§ **Problem to work on**: Skip the images. Copy the records exactly as written.

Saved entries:

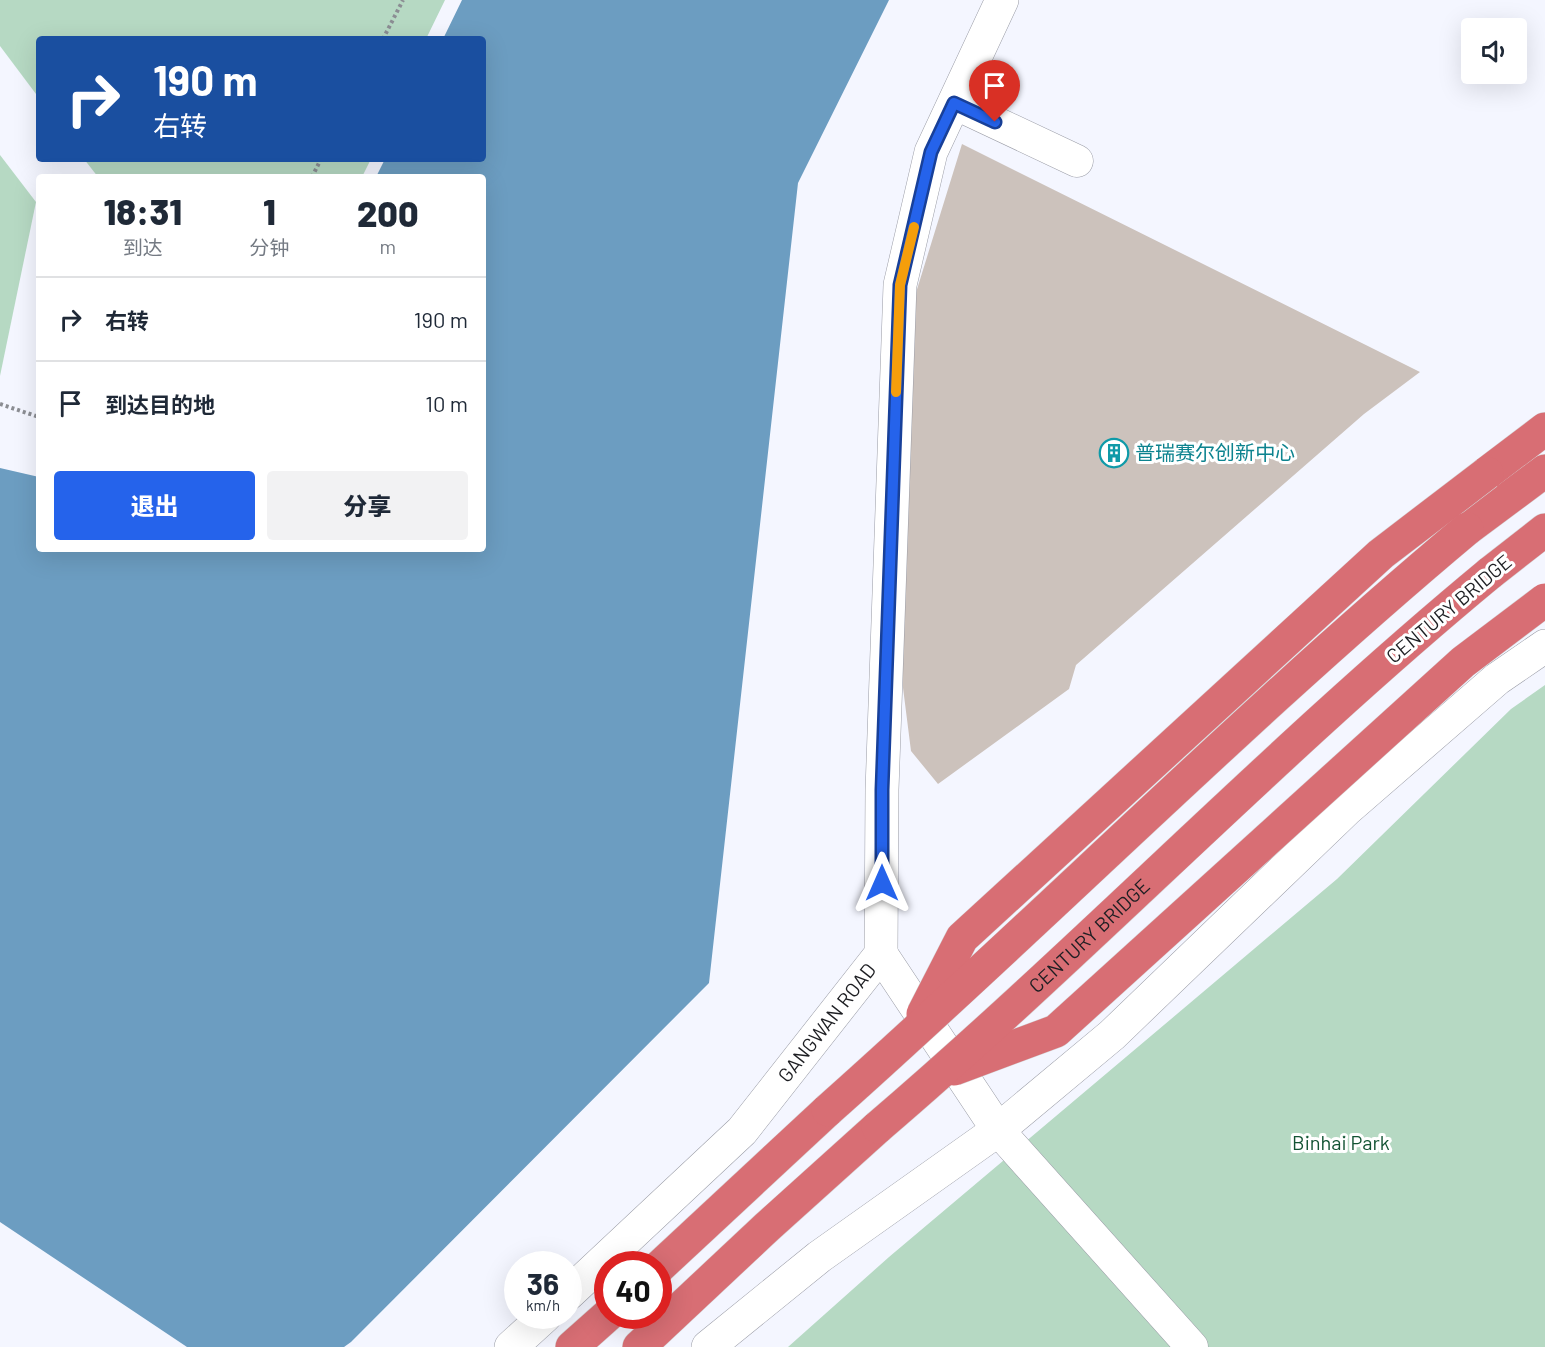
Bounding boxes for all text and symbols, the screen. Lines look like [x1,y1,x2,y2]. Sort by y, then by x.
map controls [1461,18,1527,84]
button: sound [1461,18,1527,84]
text: 190 m [153,54,258,104]
icon: right [54,60,132,138]
pin [969,60,1020,122]
icon: arrive [978,69,1011,102]
text: 右转 [153,109,207,141]
text: 18:31 [103,189,182,232]
text: 1 [263,189,276,232]
text: 200 [357,191,418,234]
text: m [379,234,396,258]
text: 到达 [123,235,163,259]
text: 分钟 [249,235,289,259]
icon: right [54,303,87,336]
text: 190 m [414,306,468,332]
text: 右转 [105,307,149,333]
icon: arrive [54,387,87,420]
text: 10 m [425,390,468,416]
text: 到达目的地 [105,391,215,417]
building icon: 普瑞赛尔创新中心 [1098,437,1130,469]
place label: 普瑞赛尔创新中心 [1135,440,1295,464]
button: 退出 [54,471,255,540]
button: 分享 [267,471,468,540]
street label: CENTURY BRIDGE [1381,549,1516,668]
position arrow [850,851,914,915]
street label: CENTURY BRIDGE [1024,873,1154,997]
street label: GANGWAN ROAD [772,958,880,1086]
park label: Binhai Park [1292,1130,1390,1154]
speed limit sign: 40 [594,1251,672,1329]
text: 36 [527,1265,559,1301]
text: km/h [526,1296,560,1314]

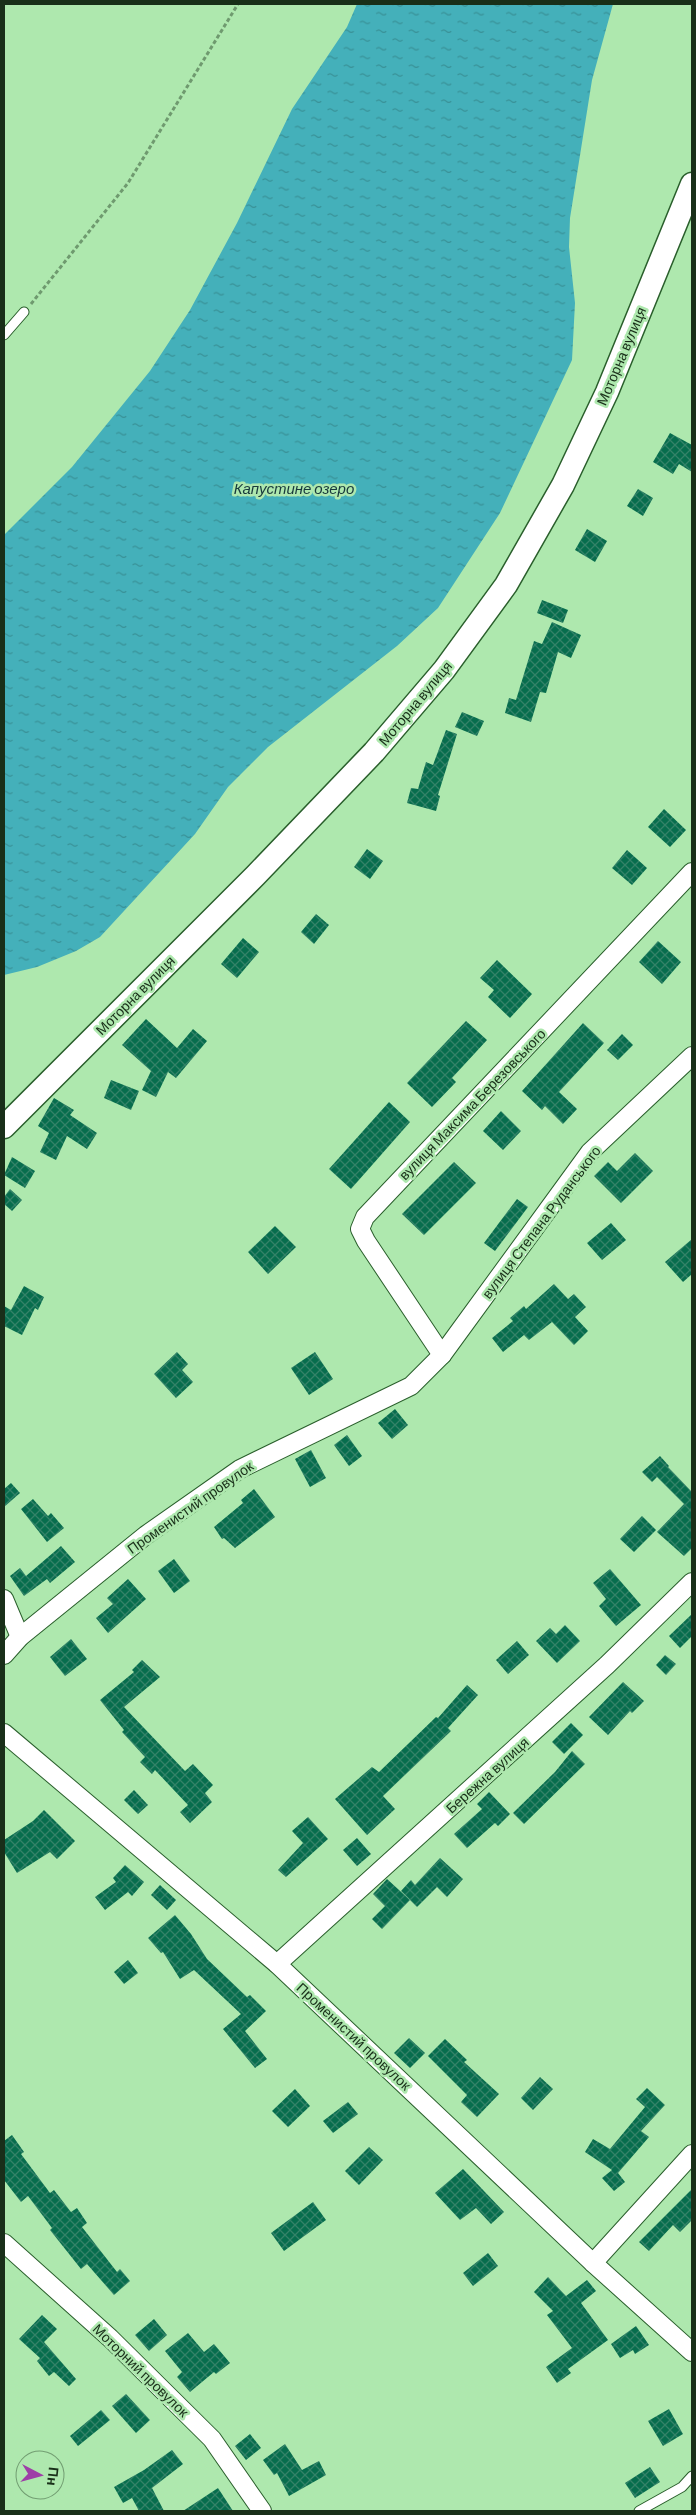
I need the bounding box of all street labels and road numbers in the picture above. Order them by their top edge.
street label: Моторна вулиця [593,304,649,408]
street label: Моторна вулиця [375,657,455,749]
street label: Моторна вулиця [92,952,178,1038]
street label: вулиця Максима Березовського [395,1025,549,1183]
street label: вулиця Степана Руданського [478,1142,604,1302]
street label: Променистий провулок [124,1457,257,1557]
street label: Бережна вулиця [442,1733,532,1817]
street label: Променистий провулок [293,1979,415,2094]
street label: Моторний провулок [90,2320,193,2421]

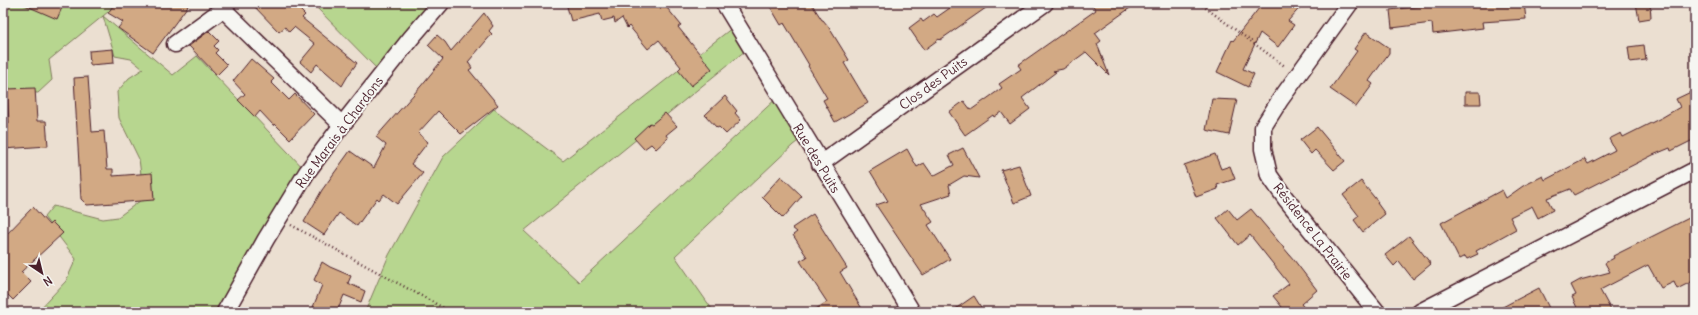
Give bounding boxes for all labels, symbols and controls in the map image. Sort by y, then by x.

§ **Task output**:
Bounding boxes for all text and symbols, the screen. Lines look like [x1,y1,x2,y2]. Sort by y, then by x.
map controls [1461,18,1527,84]
button: sound [1461,18,1527,84]
text: 190 m [153,54,258,104]
icon: right [54,60,132,138]
pin [969,60,1020,122]
icon: arrive [978,69,1011,102]
text: 右转 [153,109,207,141]
text: 18:31 [103,189,182,232]
text: 1 [263,189,276,232]
text: 200 [357,191,418,234]
text: m [379,234,396,258]
text: 到达 [123,235,163,259]
text: 分钟 [249,235,289,259]
icon: right [54,303,87,336]
text: 190 m [414,306,468,332]
text: 右转 [105,307,149,333]
icon: arrive [54,387,87,420]
text: 10 m [425,390,468,416]
text: 到达目的地 [105,391,215,417]
building icon: 普瑞赛尔创新中心 [1098,437,1130,469]
place label: 普瑞赛尔创新中心 [1135,440,1295,464]
button: 退出 [54,471,255,540]
button: 分享 [267,471,468,540]
street label: CENTURY BRIDGE [1381,549,1516,668]
position arrow [850,851,914,915]
street label: CENTURY BRIDGE [1024,873,1154,997]
street label: GANGWAN ROAD [772,958,880,1086]
park label: Binhai Park [1292,1130,1390,1154]
speed limit sign: 40 [594,1251,672,1329]
text: 36 [527,1265,559,1301]
text: km/h [526,1296,560,1314]

I need the bounding box of all street labels and road numbers in the picture above. Order them by their top edge.
street label: Моторна вулиця [593,304,649,408]
street label: Моторна вулиця [375,657,455,749]
street label: Моторна вулиця [92,952,178,1038]
street label: вулиця Максима Березовського [395,1025,549,1183]
street label: вулиця Степана Руданського [478,1142,604,1302]
street label: Променистий провулок [124,1457,257,1557]
street label: Бережна вулиця [442,1733,532,1817]
street label: Променистий провулок [293,1979,415,2094]
street label: Моторний провулок [90,2320,193,2421]

Give bounding boxes for all labels, symbols and controls in the map image. Sort by y, then by x.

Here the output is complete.